In this step, it is VERY IMPORTANT to let the system use “Auto Configured” Networks because it needs to change the default behaviour of the vRouters at both ends in this network.
The default is that the vRouter uses the same MAC-Address towards any Guest VM regardless if it is a service VM or a normal application VM. The vRouter always has the MAC Address 00:01:00:5e:00:00 (which is IP-Multicast) that it uses towards the VM.
This design decision makes configuration easy if you think about things like mobility of a VM. No matter where you hold a running VM, copy it’s RAM and disk to a new server and spin it up again, the local vRouter will have the same local MAC address, which means that the migrated VM would never see any difference on the new server even if it was in a remote Data Center.
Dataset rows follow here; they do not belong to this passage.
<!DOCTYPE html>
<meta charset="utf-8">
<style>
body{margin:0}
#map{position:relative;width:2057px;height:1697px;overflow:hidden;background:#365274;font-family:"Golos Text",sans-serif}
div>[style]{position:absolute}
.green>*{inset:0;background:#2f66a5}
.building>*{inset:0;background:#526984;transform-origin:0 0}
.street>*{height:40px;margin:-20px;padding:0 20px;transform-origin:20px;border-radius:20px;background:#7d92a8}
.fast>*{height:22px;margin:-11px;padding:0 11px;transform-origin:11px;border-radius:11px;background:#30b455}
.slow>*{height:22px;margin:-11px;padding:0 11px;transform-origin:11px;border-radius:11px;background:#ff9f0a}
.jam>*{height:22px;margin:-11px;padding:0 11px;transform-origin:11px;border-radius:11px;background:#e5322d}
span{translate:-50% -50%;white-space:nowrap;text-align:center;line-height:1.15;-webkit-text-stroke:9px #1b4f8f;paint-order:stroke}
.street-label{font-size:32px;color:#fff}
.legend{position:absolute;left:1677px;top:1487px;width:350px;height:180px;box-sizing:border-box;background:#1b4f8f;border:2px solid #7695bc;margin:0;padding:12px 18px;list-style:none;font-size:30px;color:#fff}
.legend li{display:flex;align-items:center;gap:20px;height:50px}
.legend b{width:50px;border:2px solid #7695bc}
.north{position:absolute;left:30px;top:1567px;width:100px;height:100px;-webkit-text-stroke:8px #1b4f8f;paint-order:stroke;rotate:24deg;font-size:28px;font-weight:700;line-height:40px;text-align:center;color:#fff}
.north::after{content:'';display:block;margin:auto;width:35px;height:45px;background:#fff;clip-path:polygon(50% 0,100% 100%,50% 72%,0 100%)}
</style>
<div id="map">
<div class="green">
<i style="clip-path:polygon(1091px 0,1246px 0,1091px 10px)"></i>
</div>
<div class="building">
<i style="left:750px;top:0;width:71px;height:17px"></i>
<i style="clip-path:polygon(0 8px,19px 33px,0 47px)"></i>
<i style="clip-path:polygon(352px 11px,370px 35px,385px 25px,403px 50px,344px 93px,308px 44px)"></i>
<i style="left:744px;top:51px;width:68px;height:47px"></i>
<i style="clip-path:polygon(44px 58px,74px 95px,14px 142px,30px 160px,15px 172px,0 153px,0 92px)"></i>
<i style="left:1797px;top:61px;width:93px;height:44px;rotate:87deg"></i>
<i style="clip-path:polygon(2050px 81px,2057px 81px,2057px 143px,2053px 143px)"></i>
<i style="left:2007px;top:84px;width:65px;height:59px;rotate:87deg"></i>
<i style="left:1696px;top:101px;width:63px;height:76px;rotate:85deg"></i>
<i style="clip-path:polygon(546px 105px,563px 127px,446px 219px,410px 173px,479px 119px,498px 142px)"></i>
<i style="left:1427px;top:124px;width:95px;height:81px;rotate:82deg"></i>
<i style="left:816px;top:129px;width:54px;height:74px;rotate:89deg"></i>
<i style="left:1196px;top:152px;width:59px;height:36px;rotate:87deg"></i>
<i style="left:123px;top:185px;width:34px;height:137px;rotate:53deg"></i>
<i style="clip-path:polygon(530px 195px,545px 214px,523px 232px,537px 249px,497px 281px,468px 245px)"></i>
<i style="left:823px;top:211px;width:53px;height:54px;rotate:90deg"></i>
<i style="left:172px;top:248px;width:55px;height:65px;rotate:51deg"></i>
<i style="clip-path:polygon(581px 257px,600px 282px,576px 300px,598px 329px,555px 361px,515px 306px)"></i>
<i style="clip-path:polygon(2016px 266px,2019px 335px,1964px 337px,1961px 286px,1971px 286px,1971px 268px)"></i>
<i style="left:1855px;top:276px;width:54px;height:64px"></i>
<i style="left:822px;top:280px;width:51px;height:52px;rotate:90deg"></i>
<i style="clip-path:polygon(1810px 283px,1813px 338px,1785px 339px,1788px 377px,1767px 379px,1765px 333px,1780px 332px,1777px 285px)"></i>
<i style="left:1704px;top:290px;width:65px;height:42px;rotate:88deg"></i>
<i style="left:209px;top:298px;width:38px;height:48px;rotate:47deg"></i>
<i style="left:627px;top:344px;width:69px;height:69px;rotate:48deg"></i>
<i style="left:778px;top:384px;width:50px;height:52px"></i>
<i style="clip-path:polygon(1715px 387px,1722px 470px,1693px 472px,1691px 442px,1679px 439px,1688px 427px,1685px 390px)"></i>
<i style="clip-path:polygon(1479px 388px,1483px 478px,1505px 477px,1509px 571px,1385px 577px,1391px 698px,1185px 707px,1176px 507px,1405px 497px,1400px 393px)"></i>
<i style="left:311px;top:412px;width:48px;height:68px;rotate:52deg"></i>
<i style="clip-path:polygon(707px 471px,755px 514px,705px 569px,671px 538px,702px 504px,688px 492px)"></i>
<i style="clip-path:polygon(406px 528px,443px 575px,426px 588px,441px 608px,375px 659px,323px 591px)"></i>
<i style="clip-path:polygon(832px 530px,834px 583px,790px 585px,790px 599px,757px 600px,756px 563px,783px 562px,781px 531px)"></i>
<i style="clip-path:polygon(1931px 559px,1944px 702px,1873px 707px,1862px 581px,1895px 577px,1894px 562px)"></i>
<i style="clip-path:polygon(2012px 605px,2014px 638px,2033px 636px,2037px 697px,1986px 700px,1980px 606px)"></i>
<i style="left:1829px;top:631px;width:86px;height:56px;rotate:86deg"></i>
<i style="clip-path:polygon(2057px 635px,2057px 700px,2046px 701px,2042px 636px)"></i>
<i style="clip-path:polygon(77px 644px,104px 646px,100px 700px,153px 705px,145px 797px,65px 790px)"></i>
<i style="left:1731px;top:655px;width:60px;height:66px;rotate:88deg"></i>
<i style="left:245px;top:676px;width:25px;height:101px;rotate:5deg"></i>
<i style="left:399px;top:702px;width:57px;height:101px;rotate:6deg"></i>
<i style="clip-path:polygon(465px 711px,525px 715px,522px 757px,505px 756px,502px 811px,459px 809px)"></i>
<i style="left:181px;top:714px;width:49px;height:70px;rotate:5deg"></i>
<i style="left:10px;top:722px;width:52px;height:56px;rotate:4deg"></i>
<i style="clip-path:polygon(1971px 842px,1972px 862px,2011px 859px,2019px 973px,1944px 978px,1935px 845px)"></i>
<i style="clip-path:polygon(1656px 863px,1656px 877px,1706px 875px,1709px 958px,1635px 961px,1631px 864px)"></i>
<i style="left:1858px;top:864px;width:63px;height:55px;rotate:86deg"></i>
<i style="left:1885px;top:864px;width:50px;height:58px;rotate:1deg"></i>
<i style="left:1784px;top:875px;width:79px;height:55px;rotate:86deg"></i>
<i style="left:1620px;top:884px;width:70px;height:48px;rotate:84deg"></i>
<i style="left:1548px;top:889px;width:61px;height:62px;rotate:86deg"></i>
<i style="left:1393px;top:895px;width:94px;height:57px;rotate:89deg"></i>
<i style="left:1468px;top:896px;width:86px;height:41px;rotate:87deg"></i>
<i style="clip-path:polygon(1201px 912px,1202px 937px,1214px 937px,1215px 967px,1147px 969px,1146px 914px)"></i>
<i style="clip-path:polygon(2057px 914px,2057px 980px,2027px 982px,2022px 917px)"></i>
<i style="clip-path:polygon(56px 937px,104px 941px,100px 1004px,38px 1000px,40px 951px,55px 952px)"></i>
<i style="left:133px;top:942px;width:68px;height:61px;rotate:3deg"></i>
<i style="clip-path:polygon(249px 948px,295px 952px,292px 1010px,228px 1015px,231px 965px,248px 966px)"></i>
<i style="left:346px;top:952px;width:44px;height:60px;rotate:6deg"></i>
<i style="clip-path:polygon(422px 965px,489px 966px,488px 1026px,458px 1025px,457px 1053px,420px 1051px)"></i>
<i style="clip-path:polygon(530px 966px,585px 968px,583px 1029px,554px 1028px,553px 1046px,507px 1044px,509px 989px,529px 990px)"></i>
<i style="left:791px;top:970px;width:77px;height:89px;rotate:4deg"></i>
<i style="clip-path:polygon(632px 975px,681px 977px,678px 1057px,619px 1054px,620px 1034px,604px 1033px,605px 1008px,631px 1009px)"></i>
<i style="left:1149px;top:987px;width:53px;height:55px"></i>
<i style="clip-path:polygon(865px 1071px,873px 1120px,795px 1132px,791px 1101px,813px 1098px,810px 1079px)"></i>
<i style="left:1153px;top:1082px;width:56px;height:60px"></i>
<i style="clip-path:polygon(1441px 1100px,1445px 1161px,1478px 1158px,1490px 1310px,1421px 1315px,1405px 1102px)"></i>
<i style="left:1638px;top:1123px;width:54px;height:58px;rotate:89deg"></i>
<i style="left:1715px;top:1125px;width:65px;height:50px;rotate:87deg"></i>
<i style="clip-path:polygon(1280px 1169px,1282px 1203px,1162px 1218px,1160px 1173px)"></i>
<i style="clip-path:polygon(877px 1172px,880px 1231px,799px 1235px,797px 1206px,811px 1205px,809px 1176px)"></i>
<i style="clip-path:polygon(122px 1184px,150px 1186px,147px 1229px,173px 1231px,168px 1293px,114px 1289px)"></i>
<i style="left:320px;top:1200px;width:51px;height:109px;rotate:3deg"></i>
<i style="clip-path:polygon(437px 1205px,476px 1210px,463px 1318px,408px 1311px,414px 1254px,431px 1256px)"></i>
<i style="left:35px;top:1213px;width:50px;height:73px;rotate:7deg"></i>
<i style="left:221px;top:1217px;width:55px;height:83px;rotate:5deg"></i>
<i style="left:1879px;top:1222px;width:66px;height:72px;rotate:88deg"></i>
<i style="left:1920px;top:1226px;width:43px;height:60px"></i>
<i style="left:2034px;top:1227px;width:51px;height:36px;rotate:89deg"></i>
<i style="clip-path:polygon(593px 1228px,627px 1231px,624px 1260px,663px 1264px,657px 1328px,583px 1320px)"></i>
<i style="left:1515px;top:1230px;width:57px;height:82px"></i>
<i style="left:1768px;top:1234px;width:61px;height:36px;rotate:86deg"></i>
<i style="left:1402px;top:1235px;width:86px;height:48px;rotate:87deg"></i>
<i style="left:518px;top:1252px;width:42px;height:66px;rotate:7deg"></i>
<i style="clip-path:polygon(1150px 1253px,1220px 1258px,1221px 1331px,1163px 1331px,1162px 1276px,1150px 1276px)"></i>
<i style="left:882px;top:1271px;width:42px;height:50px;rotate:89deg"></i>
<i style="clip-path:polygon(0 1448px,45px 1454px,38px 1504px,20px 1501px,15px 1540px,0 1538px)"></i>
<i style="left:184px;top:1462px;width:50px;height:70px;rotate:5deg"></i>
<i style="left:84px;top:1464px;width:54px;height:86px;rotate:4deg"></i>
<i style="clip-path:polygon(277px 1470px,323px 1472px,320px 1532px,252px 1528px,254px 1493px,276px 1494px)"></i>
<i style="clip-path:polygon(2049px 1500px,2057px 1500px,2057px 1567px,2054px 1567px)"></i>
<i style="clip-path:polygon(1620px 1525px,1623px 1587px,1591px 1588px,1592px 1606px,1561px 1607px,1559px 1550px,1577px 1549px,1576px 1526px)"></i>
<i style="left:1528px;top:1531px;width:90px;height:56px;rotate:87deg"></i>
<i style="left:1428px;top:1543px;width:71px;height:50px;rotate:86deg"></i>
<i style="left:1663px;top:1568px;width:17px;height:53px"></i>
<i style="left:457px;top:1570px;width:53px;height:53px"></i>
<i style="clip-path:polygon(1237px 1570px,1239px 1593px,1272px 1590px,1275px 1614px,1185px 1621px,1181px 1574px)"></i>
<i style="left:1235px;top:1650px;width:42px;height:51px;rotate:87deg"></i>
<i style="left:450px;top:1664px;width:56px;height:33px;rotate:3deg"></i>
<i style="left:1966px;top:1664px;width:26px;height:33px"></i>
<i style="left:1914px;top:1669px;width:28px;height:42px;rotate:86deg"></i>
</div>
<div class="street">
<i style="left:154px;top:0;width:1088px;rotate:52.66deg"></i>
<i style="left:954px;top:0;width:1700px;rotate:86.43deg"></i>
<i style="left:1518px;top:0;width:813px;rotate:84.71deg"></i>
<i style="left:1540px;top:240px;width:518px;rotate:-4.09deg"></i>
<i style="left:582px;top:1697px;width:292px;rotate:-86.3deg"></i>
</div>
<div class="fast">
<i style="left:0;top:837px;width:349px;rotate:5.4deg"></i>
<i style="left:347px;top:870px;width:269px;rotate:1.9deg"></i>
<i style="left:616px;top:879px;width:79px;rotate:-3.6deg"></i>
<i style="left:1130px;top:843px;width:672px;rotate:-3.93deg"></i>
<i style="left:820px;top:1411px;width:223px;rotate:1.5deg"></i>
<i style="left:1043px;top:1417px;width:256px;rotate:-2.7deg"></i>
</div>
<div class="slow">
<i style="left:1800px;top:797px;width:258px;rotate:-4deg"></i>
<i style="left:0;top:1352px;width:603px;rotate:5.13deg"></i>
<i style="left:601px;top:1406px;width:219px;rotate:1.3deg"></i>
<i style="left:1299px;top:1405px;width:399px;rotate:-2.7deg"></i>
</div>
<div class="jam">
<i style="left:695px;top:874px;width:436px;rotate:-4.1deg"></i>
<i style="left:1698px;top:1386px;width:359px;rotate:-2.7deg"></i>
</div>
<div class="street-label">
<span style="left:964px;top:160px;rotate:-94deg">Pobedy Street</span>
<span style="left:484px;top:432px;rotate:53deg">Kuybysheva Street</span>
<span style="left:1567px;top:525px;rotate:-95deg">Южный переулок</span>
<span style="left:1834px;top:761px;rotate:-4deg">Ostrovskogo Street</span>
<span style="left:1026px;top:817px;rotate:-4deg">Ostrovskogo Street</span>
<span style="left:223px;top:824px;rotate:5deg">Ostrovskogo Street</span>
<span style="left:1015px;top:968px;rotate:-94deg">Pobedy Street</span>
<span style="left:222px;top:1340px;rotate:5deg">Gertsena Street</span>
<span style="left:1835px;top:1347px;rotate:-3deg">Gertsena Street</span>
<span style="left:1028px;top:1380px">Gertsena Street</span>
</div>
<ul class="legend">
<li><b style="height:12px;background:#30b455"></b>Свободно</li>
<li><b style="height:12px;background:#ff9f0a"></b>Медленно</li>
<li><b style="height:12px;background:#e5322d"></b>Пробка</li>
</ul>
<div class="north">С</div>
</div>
The vRouter always shields the physical network from the Guest VM.
In this special environment we must change the behaviour of the vRouters. You need different MAC addresses at both ends; otherwise, the service VM might treat this as a Loop and no Traffic would flow. Choosing Auto-Configure lets the vRouter use a new MAC address as indicated in the capture below.
Now the Orchestration System will start the Service VM
Ignore the IP-Address indicated as assigned to the VM. This may happen when the service VM ask for them via DHCP but this usually does not happen for Layer 2 Services.
4.4 Create a Policy
Now we need to create a Policy. This policy is similar to a Layer 3 service VM policy. You define the two networks Source/Destination for being left and right (don’t use the Auto-Configured Networks here). Check “Apply-Service” and select the running instance as below.4.5 Assign Policy to Network
Now you need to assign the policy to the networks. Below you also see also the new networks created via the Auto-Configure option. Just edit the old (left/right) networks to apply the policy.
At this point the network configuration is ready to be tested.
4.6 Test the Service Image
Here we use OpenStack as the orchestration System. After we log into the project, we see the Service VM running on the Horizon Dashboard
For this demo, we just used an ordinary server image which has added bridge-utils support. After the orchestration system has started it, we need to login and manually configure, the same way as above, the Bridge.
Now we need to start two regular VM’s at both ends to be able to Ping each other through the Bridge Service.
After the two VM’s for our Test are started, just notify the two IP-Addresses they have to be able to ping each other.
Now we login to the left VM in the left network and ping the right-VM
The last thing is to check what we see in the Service VM. As you see below, our MAC based service runs perfectly and forwards traffic between both interfaces.Now the rest is up for you to explore what new or existing services could be put in-between.